Train links were cut off and roads to the south and west of the city were closed. The airport may remain shut to commercial
flights until at least Jan. 11, the airport said on its website.
Still, Bligh said that in some areas, St George aside, the flooding may be past its worst.
“If Mother Nature leaves us alone for a while, we are now seeing the situation stabilize,” she told the ABC. “We’re starting to
see the waters either stabilize or recede.”
The Fitzroy River at Rockhampton peaked at 9.2 meters on Jan. 5 and remains steady at 9.15 meters today, the Bureau of Meteorology
said. While rain and possible thunderstorms are forecast today and the next three days, water levels will fall
“very slowly” over the weekend, the Bureau said. The river will stay above 8.5 meters until late next week, it said.
Some people have chosen to remain in their houses despite the flooding, Rockhampton Regional Council Mayor Brad Carter
said in a press briefing broadcast on Sky News.
“The flood levels are going to remain very high for at least seven days, which will make living in that environment, living in
flood water in and around and underneath your house, a very uncomfortable environment,” he said.
Record Rainfall
In Western Australia, the Gascoyne River is flooding. It peaked overnight at 6.3 meters and is falling, the weather bureau said
on its website.
Australia had its third-wettest year on record during 2010, according to the Bureau of Meteorology, which says showers and
storms will continue across Queensland into next week.
The rain has destroyed cotton crops, halted coal deliveries, shut mines and prompted producers including BHP Billiton Ltd.
and Rio Tinto Group to declare force majeure, a legal clause allowing them to miss contracted deliveries.
Australia’s dollar dropped to a two-week low versus the U.S. currency, to 99.33 cents, on speculation the Reserve Bank of Australia
will slow the pace of interest-rate increases after the floods tempered the economic outlook.
The cost of hiring larger ships to haul coal fell the most in almost six months as the flooding shut mines and cut cargoes,
according to the Baltic Exchange in London.
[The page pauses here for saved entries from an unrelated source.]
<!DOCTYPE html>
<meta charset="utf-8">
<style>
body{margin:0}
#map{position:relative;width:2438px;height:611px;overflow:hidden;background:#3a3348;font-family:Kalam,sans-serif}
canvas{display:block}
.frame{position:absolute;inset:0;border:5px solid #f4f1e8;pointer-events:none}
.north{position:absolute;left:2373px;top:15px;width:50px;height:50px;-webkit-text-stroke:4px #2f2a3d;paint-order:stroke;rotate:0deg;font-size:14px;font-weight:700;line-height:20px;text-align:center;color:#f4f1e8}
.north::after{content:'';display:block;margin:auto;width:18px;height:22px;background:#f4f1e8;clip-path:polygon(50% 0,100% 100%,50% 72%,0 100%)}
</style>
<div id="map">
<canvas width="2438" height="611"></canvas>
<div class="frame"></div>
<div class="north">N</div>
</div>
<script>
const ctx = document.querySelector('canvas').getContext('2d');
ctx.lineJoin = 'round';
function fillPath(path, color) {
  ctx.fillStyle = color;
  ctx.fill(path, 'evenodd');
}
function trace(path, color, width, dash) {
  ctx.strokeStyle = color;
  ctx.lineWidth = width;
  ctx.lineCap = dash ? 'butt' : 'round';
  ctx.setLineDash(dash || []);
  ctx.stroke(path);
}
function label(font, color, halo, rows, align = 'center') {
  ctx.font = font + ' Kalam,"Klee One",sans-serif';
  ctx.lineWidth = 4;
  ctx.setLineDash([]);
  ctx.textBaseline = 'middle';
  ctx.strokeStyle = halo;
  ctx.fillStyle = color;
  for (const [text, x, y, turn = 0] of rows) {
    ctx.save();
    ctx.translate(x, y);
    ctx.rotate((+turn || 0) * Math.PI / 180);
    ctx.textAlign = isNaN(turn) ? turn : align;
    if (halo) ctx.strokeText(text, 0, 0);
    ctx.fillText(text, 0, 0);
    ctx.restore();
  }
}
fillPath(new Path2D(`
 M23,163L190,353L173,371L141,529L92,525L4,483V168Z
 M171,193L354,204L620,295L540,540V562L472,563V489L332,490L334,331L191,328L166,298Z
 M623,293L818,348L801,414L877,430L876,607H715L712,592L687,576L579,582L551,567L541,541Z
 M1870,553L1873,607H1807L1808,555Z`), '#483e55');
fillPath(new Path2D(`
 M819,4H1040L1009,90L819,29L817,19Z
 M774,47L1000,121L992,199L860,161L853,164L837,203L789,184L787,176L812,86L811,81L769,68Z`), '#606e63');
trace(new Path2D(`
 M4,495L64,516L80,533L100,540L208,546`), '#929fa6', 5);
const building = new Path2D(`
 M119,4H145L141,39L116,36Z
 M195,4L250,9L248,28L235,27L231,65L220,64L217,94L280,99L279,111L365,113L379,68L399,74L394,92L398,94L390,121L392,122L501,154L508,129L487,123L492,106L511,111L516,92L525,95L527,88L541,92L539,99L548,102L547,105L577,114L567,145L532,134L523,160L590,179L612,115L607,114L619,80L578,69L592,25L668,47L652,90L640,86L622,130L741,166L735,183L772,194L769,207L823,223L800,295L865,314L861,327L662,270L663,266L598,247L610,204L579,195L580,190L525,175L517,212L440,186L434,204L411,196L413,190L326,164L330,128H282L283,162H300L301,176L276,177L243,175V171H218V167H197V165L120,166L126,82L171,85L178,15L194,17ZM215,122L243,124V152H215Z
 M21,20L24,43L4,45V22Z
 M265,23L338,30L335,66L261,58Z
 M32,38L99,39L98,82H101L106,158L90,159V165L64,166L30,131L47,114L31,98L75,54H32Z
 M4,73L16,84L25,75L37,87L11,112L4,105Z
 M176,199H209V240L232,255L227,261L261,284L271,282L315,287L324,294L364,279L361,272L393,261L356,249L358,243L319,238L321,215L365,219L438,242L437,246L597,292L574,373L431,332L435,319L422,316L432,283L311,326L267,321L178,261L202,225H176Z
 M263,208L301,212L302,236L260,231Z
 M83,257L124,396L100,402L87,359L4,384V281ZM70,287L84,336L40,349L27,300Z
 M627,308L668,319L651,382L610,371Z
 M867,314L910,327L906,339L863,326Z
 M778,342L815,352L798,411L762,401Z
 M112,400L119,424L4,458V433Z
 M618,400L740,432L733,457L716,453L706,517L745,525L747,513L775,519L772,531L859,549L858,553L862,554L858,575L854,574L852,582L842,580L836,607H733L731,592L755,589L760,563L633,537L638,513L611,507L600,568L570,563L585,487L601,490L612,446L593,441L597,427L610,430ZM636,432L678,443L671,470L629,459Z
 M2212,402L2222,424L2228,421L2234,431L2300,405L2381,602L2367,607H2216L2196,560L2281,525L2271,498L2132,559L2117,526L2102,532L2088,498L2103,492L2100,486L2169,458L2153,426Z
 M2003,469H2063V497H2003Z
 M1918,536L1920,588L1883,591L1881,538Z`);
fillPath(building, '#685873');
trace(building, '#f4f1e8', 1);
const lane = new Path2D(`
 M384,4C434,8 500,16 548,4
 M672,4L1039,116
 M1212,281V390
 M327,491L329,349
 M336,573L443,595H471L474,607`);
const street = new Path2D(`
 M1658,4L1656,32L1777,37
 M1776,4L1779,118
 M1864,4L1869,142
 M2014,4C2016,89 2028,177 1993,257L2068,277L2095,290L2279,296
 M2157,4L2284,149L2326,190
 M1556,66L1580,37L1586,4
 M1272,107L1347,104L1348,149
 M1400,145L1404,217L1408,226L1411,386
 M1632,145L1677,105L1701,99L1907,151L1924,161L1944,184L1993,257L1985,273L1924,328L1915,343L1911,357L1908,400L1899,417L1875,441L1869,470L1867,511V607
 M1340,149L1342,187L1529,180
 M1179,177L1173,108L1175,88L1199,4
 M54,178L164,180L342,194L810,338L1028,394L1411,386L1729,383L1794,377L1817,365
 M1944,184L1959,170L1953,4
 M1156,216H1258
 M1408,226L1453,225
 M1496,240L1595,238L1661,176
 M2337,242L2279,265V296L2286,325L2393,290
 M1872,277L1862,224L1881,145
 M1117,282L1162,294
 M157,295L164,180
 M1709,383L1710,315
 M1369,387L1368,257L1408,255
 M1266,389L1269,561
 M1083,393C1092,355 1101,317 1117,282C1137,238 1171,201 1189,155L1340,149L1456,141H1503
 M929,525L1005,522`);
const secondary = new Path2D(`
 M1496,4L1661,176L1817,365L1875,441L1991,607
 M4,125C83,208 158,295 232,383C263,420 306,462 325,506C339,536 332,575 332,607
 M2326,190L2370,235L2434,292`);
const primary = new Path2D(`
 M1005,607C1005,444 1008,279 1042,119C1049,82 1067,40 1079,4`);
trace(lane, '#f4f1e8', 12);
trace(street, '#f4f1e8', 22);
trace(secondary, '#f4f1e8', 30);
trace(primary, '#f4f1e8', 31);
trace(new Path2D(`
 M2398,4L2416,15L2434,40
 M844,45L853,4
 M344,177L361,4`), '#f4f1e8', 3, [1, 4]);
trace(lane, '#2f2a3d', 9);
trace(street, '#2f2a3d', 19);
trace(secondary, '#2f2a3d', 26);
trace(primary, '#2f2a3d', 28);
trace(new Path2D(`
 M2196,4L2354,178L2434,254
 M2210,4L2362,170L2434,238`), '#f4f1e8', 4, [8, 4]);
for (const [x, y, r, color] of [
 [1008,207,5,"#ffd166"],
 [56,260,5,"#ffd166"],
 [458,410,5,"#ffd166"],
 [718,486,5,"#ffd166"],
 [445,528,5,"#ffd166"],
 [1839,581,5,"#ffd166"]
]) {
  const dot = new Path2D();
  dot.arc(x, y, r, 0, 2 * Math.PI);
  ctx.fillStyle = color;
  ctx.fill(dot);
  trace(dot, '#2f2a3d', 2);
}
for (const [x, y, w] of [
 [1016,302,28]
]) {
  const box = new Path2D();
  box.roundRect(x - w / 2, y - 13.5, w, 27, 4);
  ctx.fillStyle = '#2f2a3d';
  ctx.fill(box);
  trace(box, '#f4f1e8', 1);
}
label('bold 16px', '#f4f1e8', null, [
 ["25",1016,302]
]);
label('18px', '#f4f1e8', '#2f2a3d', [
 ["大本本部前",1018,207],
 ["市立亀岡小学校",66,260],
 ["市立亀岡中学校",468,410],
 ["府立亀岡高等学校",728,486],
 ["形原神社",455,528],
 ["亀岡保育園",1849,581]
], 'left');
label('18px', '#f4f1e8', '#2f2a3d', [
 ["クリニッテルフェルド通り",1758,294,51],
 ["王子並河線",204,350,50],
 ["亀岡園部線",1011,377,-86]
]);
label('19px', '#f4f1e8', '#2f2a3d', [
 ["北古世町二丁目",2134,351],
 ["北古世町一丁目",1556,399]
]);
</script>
In New York trading, cotton gained for the third straight day on concern that
output will be cut in Australia, the fourth-largest exporter. Orange juice also advanced.
The floods have cut production of coal by about 4.5 million metric tons since the start of December, Colin Hamilton, an
analyst at Macquarie Group Ltd., said in an e-mail. Coking coal prices may increase by about a third, analysts from Macquarie,
Morgan Stanley and Daiwa Capital Markets said.